Intel C/C++ compilers complete adoption of LLVM

签署人: James R Reinders

发布日期: 08/09/2021

The next generation Intel C/C++ compilers are even better because they use the LLVM open source infrastructure.

LLVM helps us with our goal to offer the best C/C++ compilers for Intel architecture. The latest Intel C/C++ compilers, using LLVM, deliver faster compiler times, better optimizations, enhanced standards support, and support for GPU and FPGA offloading.

In this blog, I share information regarding our adoption of LLVM. I’ll discuss what it means for users of the compilers, why we did it, and the bright future ahead. While the Intel C/C++ compiler adoption of LLVM is complete, I will also share updates on the important (but not yet complete) Intel Fortran compiler adoption of LLVM.

The benefits of adopting LLVM are numerous. I will offer advice for upgrading from our classic compilers to our LLVM-based compilers. We are committed to making this as seamless as possible while yielding numerous benefits for developers who use the Intel compilers.

Benefits of adopting LLVM

Build Time Performance on Linux SPECrate 2017 Integer Suite 64 Bit (Estimated)The LLVM open source project is a collection of modular and reusable compiler and toolchain technologies supporting multiple processor architectures and programming languages. The Clang open source project provides a C/C++ frontend supporting the latest language standards for the LLVM project. LLVM, including Clang, are maintained by a large and very active development community.

There are many benefits in adopting LLVM, but let’s start with faster build times. Clang is fast. We all can appreciate that! We measured a 14% reduction in build times when using the Intel C/C++ compiler included in the Intel oneAPI 2021.3 toolkits. In addition to helping reduce build times, adoption of Clang has allowed us to contribute to, and benefit from, community efforts to support the latest C++ language standards.

Intel has a long history of contributing and supporting open source projects that includes a decade of contributions to LLVM. Our active collaborations today include optimization report additions, expanded floating-point model support, and enhanced vectorization. Intel contributes to LLVM projects directly, and we also have a staging area (Intel project for LLVM technology) for SYCL support. 

The performance of the Intel C/C++ compilers can be expected to give higher performance than the base clang+LLVM compilers for Intel architecture. The default for the Intel C/C++ compilers going forward are versions (icx) that have adopted the LLVM open source infrastructure. We continue our strong history of contributing to the clang and LLVM projects, including optimizations for LLVM and clang. Not all our optimization techniques get upstreamed—sometimes because they are too new, sometimes because they are very specific for Intel architecture. This is to be expected and is consistent with other compilers that have adopted LLVM.
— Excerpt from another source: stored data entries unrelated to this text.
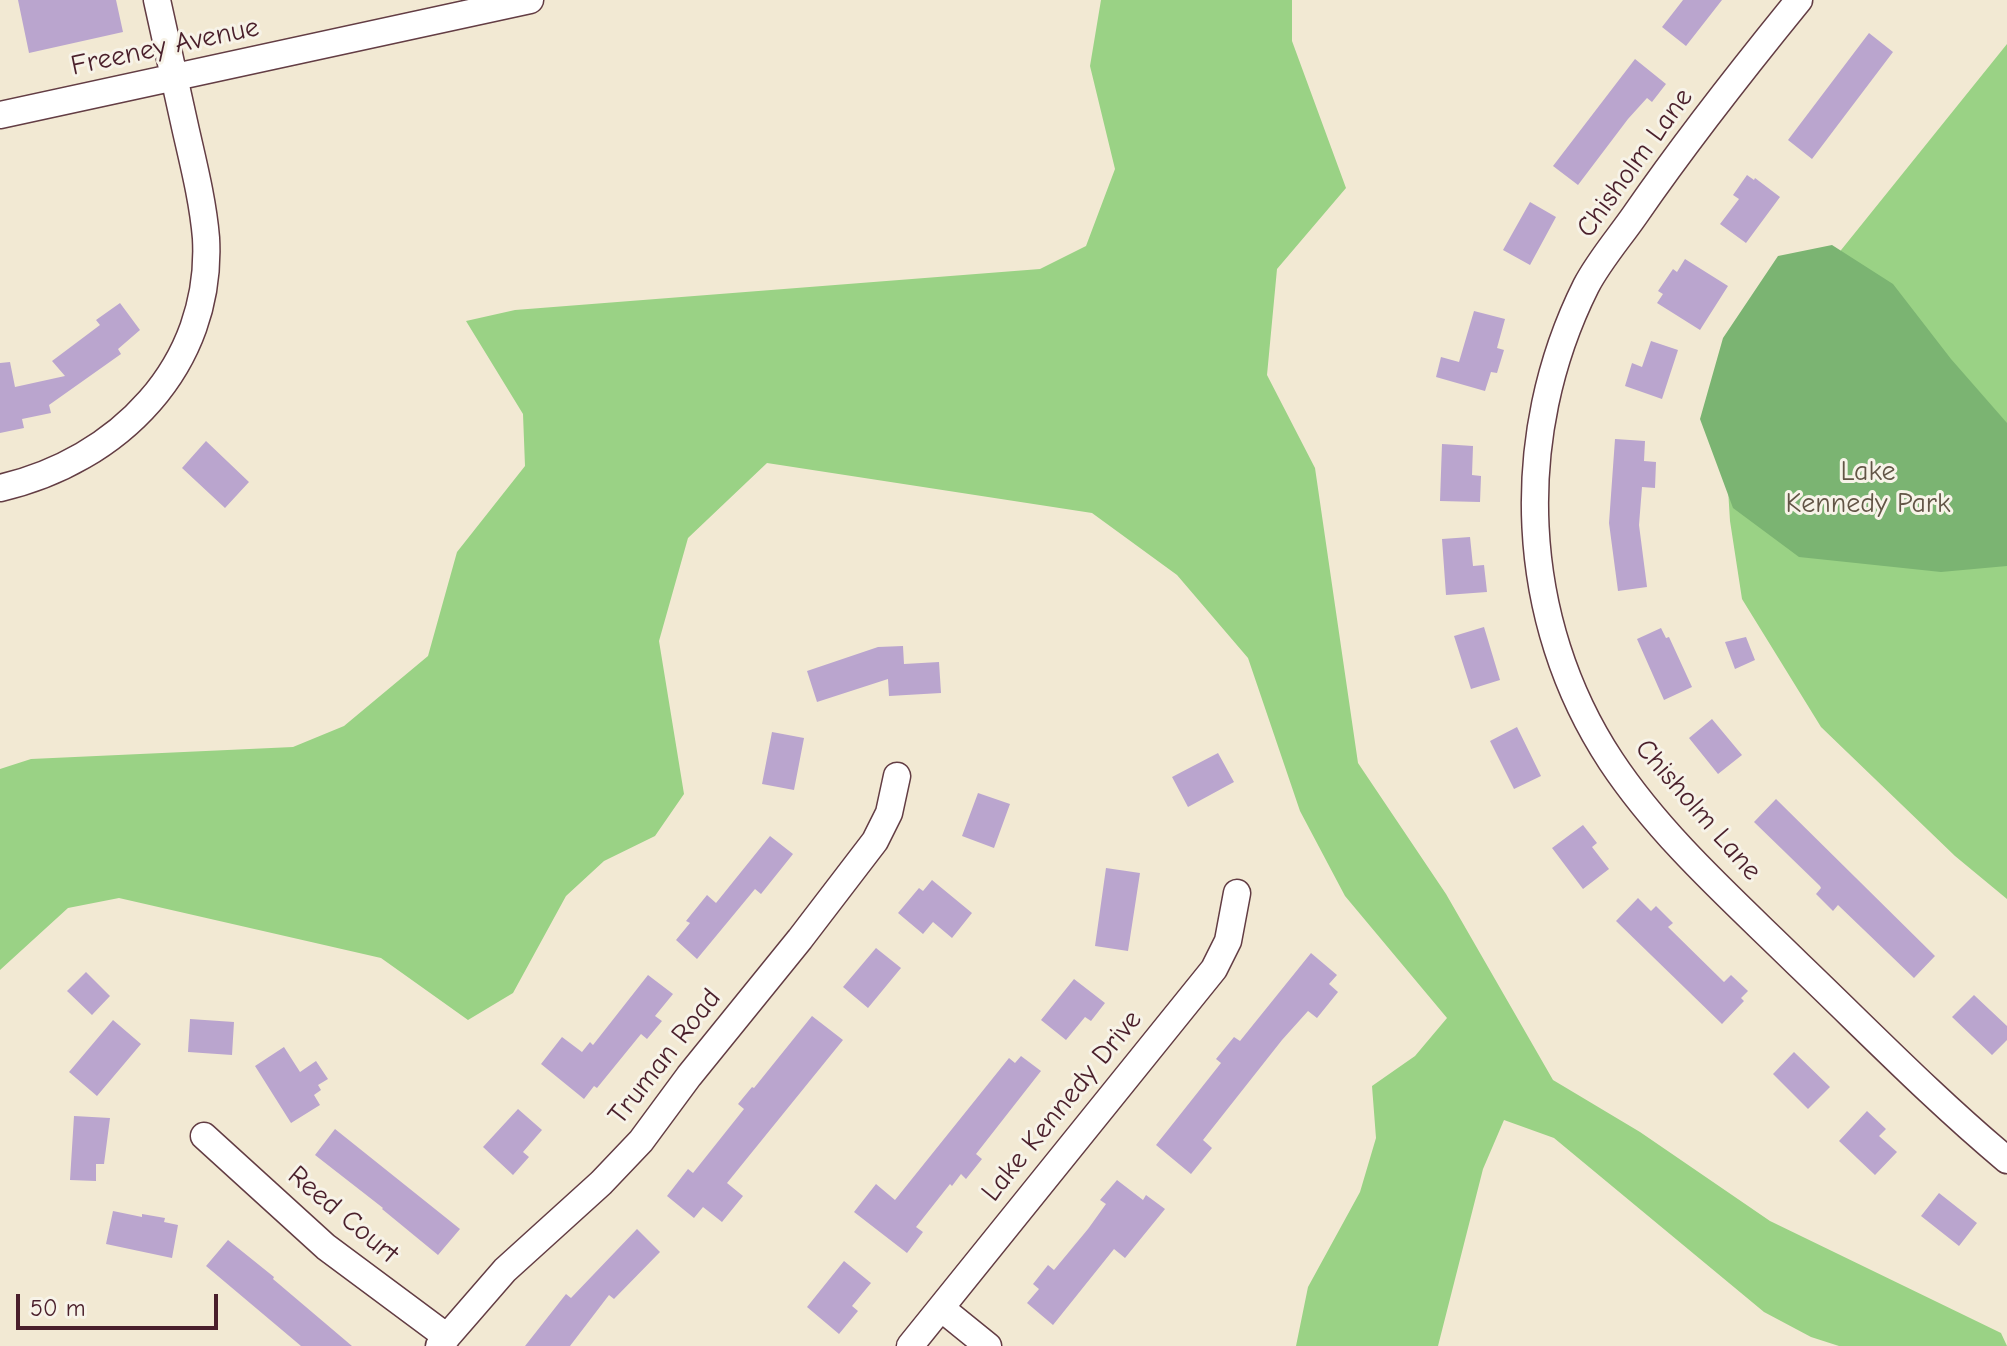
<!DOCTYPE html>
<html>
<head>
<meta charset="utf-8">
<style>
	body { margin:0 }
	#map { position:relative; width:2007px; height:1346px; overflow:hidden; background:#f2e9d3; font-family:"Comic Neue",sans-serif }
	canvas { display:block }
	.scale { position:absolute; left:16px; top:1294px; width:202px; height:36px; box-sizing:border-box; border:4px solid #4a1f2b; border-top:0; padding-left:10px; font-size:24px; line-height:28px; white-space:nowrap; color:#4a1f2b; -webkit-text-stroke:6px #f7f3e8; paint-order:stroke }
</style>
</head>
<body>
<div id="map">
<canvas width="2007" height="1346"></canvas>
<div class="scale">50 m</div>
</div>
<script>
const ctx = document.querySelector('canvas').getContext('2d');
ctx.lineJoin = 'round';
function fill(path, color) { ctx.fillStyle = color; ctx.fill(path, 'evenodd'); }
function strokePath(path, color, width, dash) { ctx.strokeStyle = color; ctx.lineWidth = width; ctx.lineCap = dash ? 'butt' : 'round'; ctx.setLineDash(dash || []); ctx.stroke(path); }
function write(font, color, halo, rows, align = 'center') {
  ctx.font = font + ' "Comic Neue",sans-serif'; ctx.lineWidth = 6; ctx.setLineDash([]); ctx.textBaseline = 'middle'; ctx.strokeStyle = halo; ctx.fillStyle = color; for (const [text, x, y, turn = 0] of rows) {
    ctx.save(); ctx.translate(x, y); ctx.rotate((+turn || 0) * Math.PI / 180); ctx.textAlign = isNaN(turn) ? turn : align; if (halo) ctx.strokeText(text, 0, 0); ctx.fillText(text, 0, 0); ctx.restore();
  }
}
fill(new Path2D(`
	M 1101,0 L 1292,0 L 1292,41 L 1346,188 L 1277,269 L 1267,375 L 1315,468 L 1358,763 L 1446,894 L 1553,1080 L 1640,1132 L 1770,1221 L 2001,1333 L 2007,1346 L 1839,1346 L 1811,1337 L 1764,1312 L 1554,1138 L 1504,1120 L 1483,1169 L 1438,1346 L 1296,1346 L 1308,1287 L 1360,1192 L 1376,1138 L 1372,1086 L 1415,1056 L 1447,1018 L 1345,896 L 1300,811 L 1248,658 L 1177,575 L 1092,513 L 767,463 L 688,538 L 659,641 L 684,794 L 655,836 L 604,861 L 566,896 L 513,993 L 468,1020 L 381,958 L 119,898 L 68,908 L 0,970 L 0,769 L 31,759 L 293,747 L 344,726 L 428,656 L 457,552 L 525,466 L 523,414 L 466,321 L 515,310 L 1040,269 L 1086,246 L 1115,169 L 1090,66 Z
	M 2007,44 L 2007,899 L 1955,856 L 1821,727 L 1742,599 L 1730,521 L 1726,456 L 1792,311 Z`), '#9ad285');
fill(new Path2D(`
	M 1832,245 L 1893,284 L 1951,359 L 2007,423 L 2007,566 L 1941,572 L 1799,557 L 1733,508 L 1700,419 L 1723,338 L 1778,256 Z`), '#7bb472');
fill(new Path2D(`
	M 18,0 L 116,0 L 123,32 L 29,53 Z
	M 1683,0 L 1722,0 L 1686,46 L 1662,27 Z
	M 1869,33 L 1893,52 L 1812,159 L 1788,140 Z
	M 1635,59 L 1666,84 L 1652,102 L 1647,98 L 1628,119 L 1578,185 L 1553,166 Z
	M 1747,175 L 1754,180 L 1755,178 L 1780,197 L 1746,243 L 1720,224 L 1739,199 L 1733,195 Z
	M 1530,202 L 1556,217 L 1530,265 L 1503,250 Z
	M 1685,259 L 1728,286 L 1700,330 L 1657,303 L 1663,294 L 1658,291 L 1673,269 L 1677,272 Z
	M 120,303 L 140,330 L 118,349 L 121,354 L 49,405 L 51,413 L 22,419 L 24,428 L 0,433 L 0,363 L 10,362 L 15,387 L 65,376 L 52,361 L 100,325 L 96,320 Z
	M 1474,311 L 1505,319 L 1497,348 L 1504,350 L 1497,373 L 1491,372 L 1485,391 L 1436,377 L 1441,357 L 1459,362 Z
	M 1651,341 L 1678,350 L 1662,399 L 1625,386 L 1632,363 L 1642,367 Z
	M 1615,439 L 1645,441 L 1644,461 L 1656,462 L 1655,488 L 1642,487 L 1639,525 L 1647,587 L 1618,591 L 1609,523 Z
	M 206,441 L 249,482 L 225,508 L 182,468 Z
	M 1442,444 L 1473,446 L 1472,475 L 1481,476 L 1480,502 L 1440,501 Z
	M 1470,537 L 1473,566 L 1484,565 L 1487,592 L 1446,595 L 1442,539 Z
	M 1484,627 L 1500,680 L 1471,689 L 1454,636 Z
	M 1661,628 L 1666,638 L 1669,637 L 1692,687 L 1664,700 L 1637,639 Z
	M 1746,637 L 1755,660 L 1735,669 L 1725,642 Z
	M 903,646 L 904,664 L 939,662 L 941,693 L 889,696 L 888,679 L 817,702 L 807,671 L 878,647 Z
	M 1712,719 L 1742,755 L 1718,774 L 1689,738 Z
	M 1517,727 L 1541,776 L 1514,789 L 1490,741 Z
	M 772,732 L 804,738 L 794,790 L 762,784 Z
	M 1218,753 L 1234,782 L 1188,807 L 1172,777 Z
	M 978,793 L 1010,804 L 994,848 L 962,836 Z
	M 1776,799 L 1935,956 L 1914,978 L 1838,905 L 1833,911 L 1816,894 L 1821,888 L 1820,886 L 1754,822 Z
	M 1583,825 L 1597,843 L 1592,847 L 1609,869 L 1583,889 L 1552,848 Z
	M 770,836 L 793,854 L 761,894 L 755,889 L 697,959 L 676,940 L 690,923 L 686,921 L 707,895 L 716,903 Z
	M 1106,868 L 1140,873 L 1128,951 L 1095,946 Z
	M 932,880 L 972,913 L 952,938 L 933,922 L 923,934 L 898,913 L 919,888 L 923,891 Z
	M 1638,898 L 1651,911 L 1656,906 L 1673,923 L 1668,927 L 1724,982 L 1731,975 L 1748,991 L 1741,998 L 1744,1001 L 1722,1024 L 1616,921 Z
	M 876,948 L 901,968 L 868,1008 L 843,987 Z
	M 1311,953 L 1337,975 L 1329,984 L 1338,992 L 1317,1018 L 1308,1011 L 1282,1040 L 1203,1140 L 1212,1148 L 1191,1174 L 1156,1145 L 1221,1063 L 1216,1059 L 1234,1037 L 1240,1041 Z
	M 86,972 L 110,996 L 92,1015 L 67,991 Z
	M 648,975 L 673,994 L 655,1016 L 662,1021 L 647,1039 L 641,1034 L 597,1088 L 594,1086 L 584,1099 L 541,1064 L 562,1037 L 582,1052 L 590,1042 L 593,1045 Z
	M 1074,979 L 1105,1003 L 1091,1021 L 1085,1017 L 1066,1040 L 1041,1020 Z
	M 1974,995 L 2007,1026 L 2007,1040 L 1992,1055 L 1952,1017 Z
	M 812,1016 L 843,1040 L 727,1183 L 743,1196 L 722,1222 L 703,1207 L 694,1218 L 667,1196 L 688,1169 L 693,1173 L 744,1109 L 738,1104 L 752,1087 L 754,1088 Z
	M 190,1019 L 234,1022 L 232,1055 L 188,1052 Z
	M 113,1020 L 141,1044 L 97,1096 L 69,1072 Z
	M 284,1047 L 300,1072 L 316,1061 L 328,1079 L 318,1085 L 321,1090 L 314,1095 L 320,1105 L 291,1123 L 255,1066 Z
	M 1794,1052 L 1830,1087 L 1808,1109 L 1773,1074 Z
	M 1021,1056 L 1041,1071 L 976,1154 L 982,1159 L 966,1179 L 961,1174 L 952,1186 L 950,1184 L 916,1227 L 923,1232 L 907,1253 L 854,1212 L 876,1184 L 895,1200 L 1009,1058 L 1015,1063 Z
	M 518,1109 L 542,1130 L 523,1152 L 529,1157 L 513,1175 L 483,1147 Z
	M 1867,1111 L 1886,1129 L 1879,1136 L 1897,1152 L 1875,1175 L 1839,1141 Z
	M 74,1116 L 110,1118 L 104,1164 L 96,1164 L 96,1181 L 70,1180 Z
	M 335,1129 L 460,1229 L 438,1255 L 382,1209 L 383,1208 L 315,1155 Z
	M 1117,1180 L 1143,1200 L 1146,1195 L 1165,1209 L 1125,1258 L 1114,1249 L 1053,1325 L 1027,1303 L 1039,1289 L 1033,1284 L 1048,1265 L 1054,1270 L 1088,1229 L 1106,1204 L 1100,1200 Z
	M 1939,1193 L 1977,1223 L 1959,1246 L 1921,1216 Z
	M 113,1211 L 142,1217 L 142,1214 L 165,1218 L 164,1222 L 178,1225 L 172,1258 L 106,1244 Z
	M 637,1229 L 660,1252 L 614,1299 L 609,1295 L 570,1346 L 525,1346 L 566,1294 L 571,1298 Z
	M 228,1240 L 274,1277 L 273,1279 L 352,1346 L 301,1346 L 206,1266 Z
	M 844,1261 L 871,1283 L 852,1306 L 858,1311 L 839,1334 L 807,1307 Z`), '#baa5ce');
const minor = new Path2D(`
	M 1799,0 C 1742,70 1686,141 1635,215 C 1619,238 1599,261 1586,286 C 1511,436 1518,620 1611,761 C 1662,838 1734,901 1799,965 C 1868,1031 1934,1099 2007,1160
	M 0,115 L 530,0
	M 0,488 C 118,461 213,366 206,238 C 203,202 194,166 186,131 C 176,87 167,44 157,0
	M 204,1136 L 326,1247 L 447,1337
	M 941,1308 L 988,1346
	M 439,1346 L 505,1270 L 601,1183 L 641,1141 L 689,1076 L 800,939 L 875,841 L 889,813 L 897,776
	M 910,1346 L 1214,969 L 1228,941 L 1237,893`);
strokePath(minor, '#633d44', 29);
strokePath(minor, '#fff', 26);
write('28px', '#4a1f2b', '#f7f3e8', [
	["Freeney Avenue",165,47,-12],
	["Chisholm Lane",1635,163,-54],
	["Chisholm Lane",1698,810,49],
	["Truman Road",665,1057,-52],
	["Lake Kennedy Drive",1062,1106,-51],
	["Reed Court",343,1215,40]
]);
write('28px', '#625546', '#f7f3e8', [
	["Lake",1868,472],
	["Kennedy Park",1868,504]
]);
</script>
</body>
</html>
SPECrate 2017 INT (Estimated) Performance advantage relative to other compilers on Intel® Xeon Platinum 8380 ProcessorWith the latest Intel C/C++ compilers, released with the Intel oneAPI toolkits versions 2021.3, we made a series of performance measurements. Consistent with our objective to be the leading C/C++ compiler for Intel architecture, our measurements show Intel C/C++ compilers besting other options. We also beat ourselves: the new LLVM-based Intel C/C+ compiler matches or exceed the Intel C/C++ classic compiler. It’s time to upgrade the compiler you use! I share one examples here, and more of our measurements are included at the end of this blog.
 
Intel C/C++ compilers have a history of offering leadership performance. While the classic Intel C/C++ compiler shows a 18% advantage over gcc here, the LLVM-based Intel C/C++ compiler shows a 41% advantage.

To support Intel's evolving platforms, we are focusing new feature and hardware support in our LLVM-based compilers where we have added highly optimized support for GPUs and FPGAs alongside our continuing commitment to provide industry leading CPU optimizations. Our LLVM-based compilers are where we will have support for SYCL, C++20, OpenMP 5.1, and OpenMP GPU target device support.

We encourage users to take advantage of the faster build times, higher levels of optimization, and new capabilities by moving now to our LLVM-based C/C++ compilers. Intel is committed long-term to LLVM, to help with ongoing innovation, and our relentless pursuit of industry leading optimizations.

What happened to the Parallel Studio XE compilers?

Intel Parallel Studio is now Intel oneAPI toolkitsIn 2007, we renamed our tools “Parallel Studio” to emphasize our support for parallelism. At that time, the world was changing as parallel programming was destined to be ubiquitous in the form of multicore processors. It started with dual-core processors supplanting single core processors. Today, core counts are in the dozens and still on an upward trend.

Just like parallel programming for homogeneous systems has become ubiquitous, we see parallel programming for heterogeneous systems on a similar path to being ubiquitous. Unlike multicore parallelism, heterogeneous programming will span compute capabilities from multiple vendors. This threatens to fragment programming unless we all come together to support open multivendor approaches in compilers, libraries, frameworks, and all tooling for software developers.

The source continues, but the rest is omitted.